You can say this for director Paul W.S. Anderson: He gets the basic purpose of 3-D movies. While the current renaissance in cinematic stereoscopy is touted as a method for creating more “immersive” experiences for audiences, the list of movies that achieve that lofty goal can be counted on one hand: Gravity, Hugo, Life of Pi. Most 3-D exists to bilk customers out of a few extra bucks.
But as it was conceived back in the mid-20th century, 3-D was all about kitschy spectacle, about giving an audience a cheap thrill by making them duck involuntarily in their seats. In that context, Anderson’s repeated hurling of flaming volcanic projectiles directly at the screen — the dominant feature of the latter third of Pompeii — is firmly in the lovably trashy spirit of the ’50s drive-in.

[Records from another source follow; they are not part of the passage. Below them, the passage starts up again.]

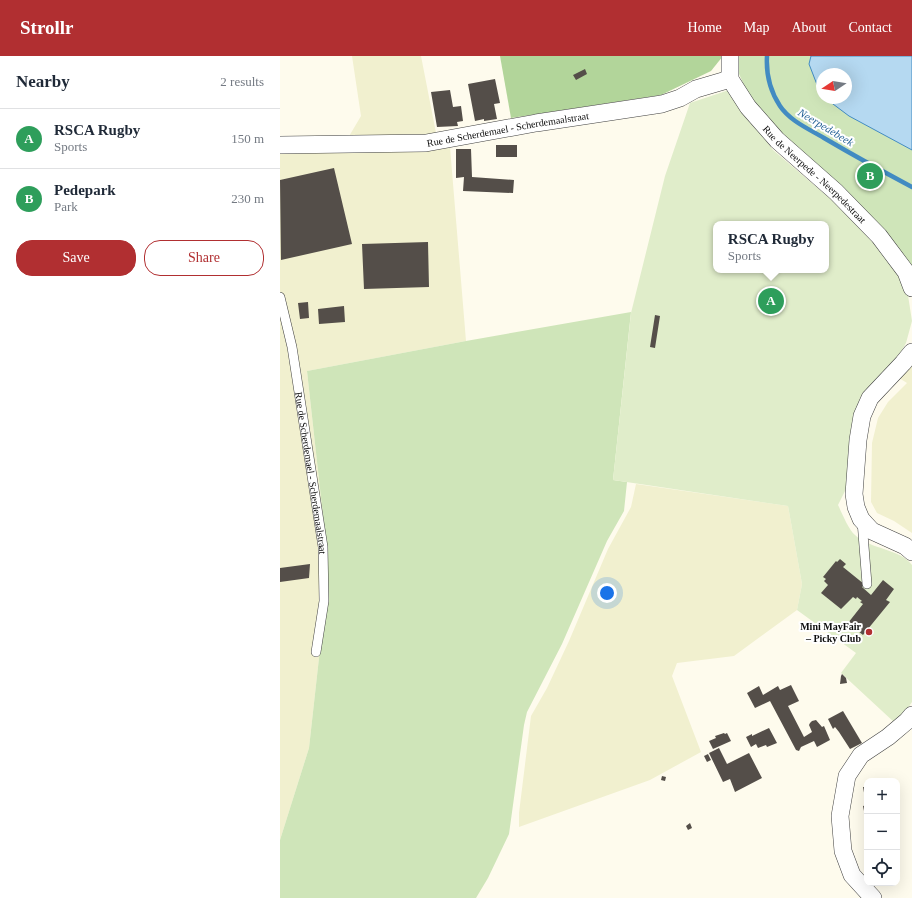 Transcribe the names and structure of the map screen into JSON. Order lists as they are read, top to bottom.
{
  "streets": {
    "street": ["Rue de Scherdemael - Scherdemaalstraat", "Rue de Neerpede - Neerpedestraat"]
  },
  "crossings": [
    ["Rue de Scherdemael - Scherdemaalstraat", "Rue de Neerpede - Neerpedestraat"]
  ],
  "water": ["Neerpedebeek"],
  "places": ["Mini MayFair – Picky Club"],
  "north": "left",
  "page": {
    "header": "Strollr",
    "nav": [
      "Home",
      "Map",
      "About",
      "Contact"
    ],
    "heading": ["Nearby", "2 results"],
    "list": [
      {
        "mark": "A",
        "name": "RSCA Rugby",
        "note": "Sports",
        "value": "150 m"
      },
      {
        "mark": "B",
        "name": "Pedepark",
        "note": "Park",
        "value": "230 m"
      }
    ],
    "pins": ["B", "A"],
    "popup": ["RSCA Rugby", "Sports"],
    "buttons": ["Save", "Share"],
    "map_buttons": ["+", "−"]
  }
} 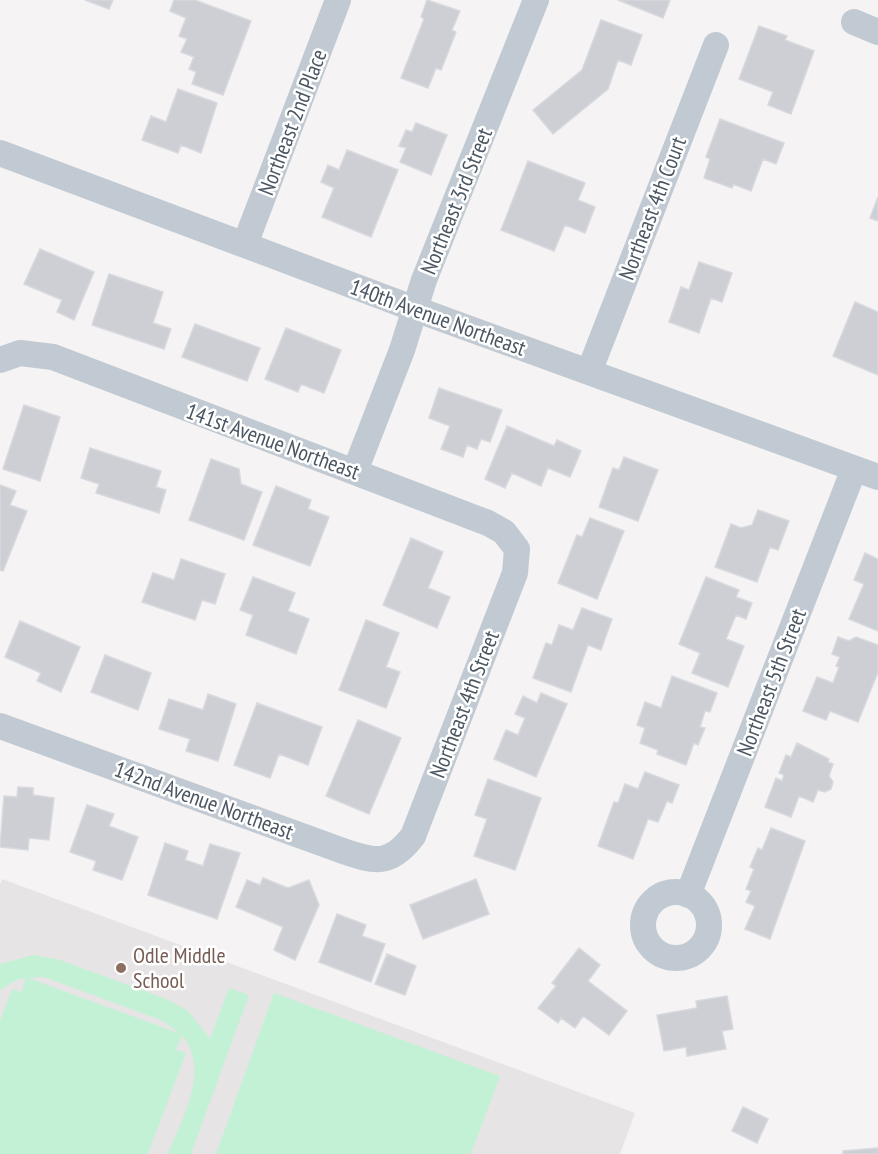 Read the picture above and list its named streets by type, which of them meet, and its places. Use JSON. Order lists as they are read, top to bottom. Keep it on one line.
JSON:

Pity that beyond those pyroclastic missiles, Anderson seems to want us to see his film and its hackneyed romance — basically Titanic with swords and sandals — as a serious-minded historical epic. If there were a hint of a sense of play or humor in the filmmaking, beyond a briefly amusing moment of comeuppance for a foppish slaveowner, Pompeii might be a fun February diversion instead of a dull, eye-rolling slog.

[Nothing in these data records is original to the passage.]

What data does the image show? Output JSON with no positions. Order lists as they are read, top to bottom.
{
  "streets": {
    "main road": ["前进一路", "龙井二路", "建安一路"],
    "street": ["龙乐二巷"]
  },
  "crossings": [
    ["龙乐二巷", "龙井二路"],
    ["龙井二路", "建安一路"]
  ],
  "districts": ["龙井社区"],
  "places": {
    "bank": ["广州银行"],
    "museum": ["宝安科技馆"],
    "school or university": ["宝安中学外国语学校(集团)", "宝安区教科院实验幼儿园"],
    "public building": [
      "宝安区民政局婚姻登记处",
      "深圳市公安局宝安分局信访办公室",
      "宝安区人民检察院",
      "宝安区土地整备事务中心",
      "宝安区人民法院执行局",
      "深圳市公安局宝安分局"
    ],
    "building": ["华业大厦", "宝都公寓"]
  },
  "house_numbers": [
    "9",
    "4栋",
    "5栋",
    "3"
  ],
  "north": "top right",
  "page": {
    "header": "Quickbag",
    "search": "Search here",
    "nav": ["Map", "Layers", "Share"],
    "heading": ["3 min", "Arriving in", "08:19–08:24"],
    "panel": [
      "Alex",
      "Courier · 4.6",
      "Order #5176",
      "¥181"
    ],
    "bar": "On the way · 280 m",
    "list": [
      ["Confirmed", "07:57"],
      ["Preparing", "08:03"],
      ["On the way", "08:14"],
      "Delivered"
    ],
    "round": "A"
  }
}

Maybe it’s not all Anderson’s fault. The fact is that our expectations for this sort of thing have changed in recent years, thanks not least to Game of Thrones. While HBO’s popular series is technically a fantasy, and not set in our world, it doesn’t look so different in many respects from Europe in the first century A.D. The show sets a high bar for depictions of romance and political machinations in an ancient world, as well as for pure visual grandeur. It’s a bar so far above the reach of the video-gamey digital backdrops of Pompeii that it might as well be on top of Vesuvius.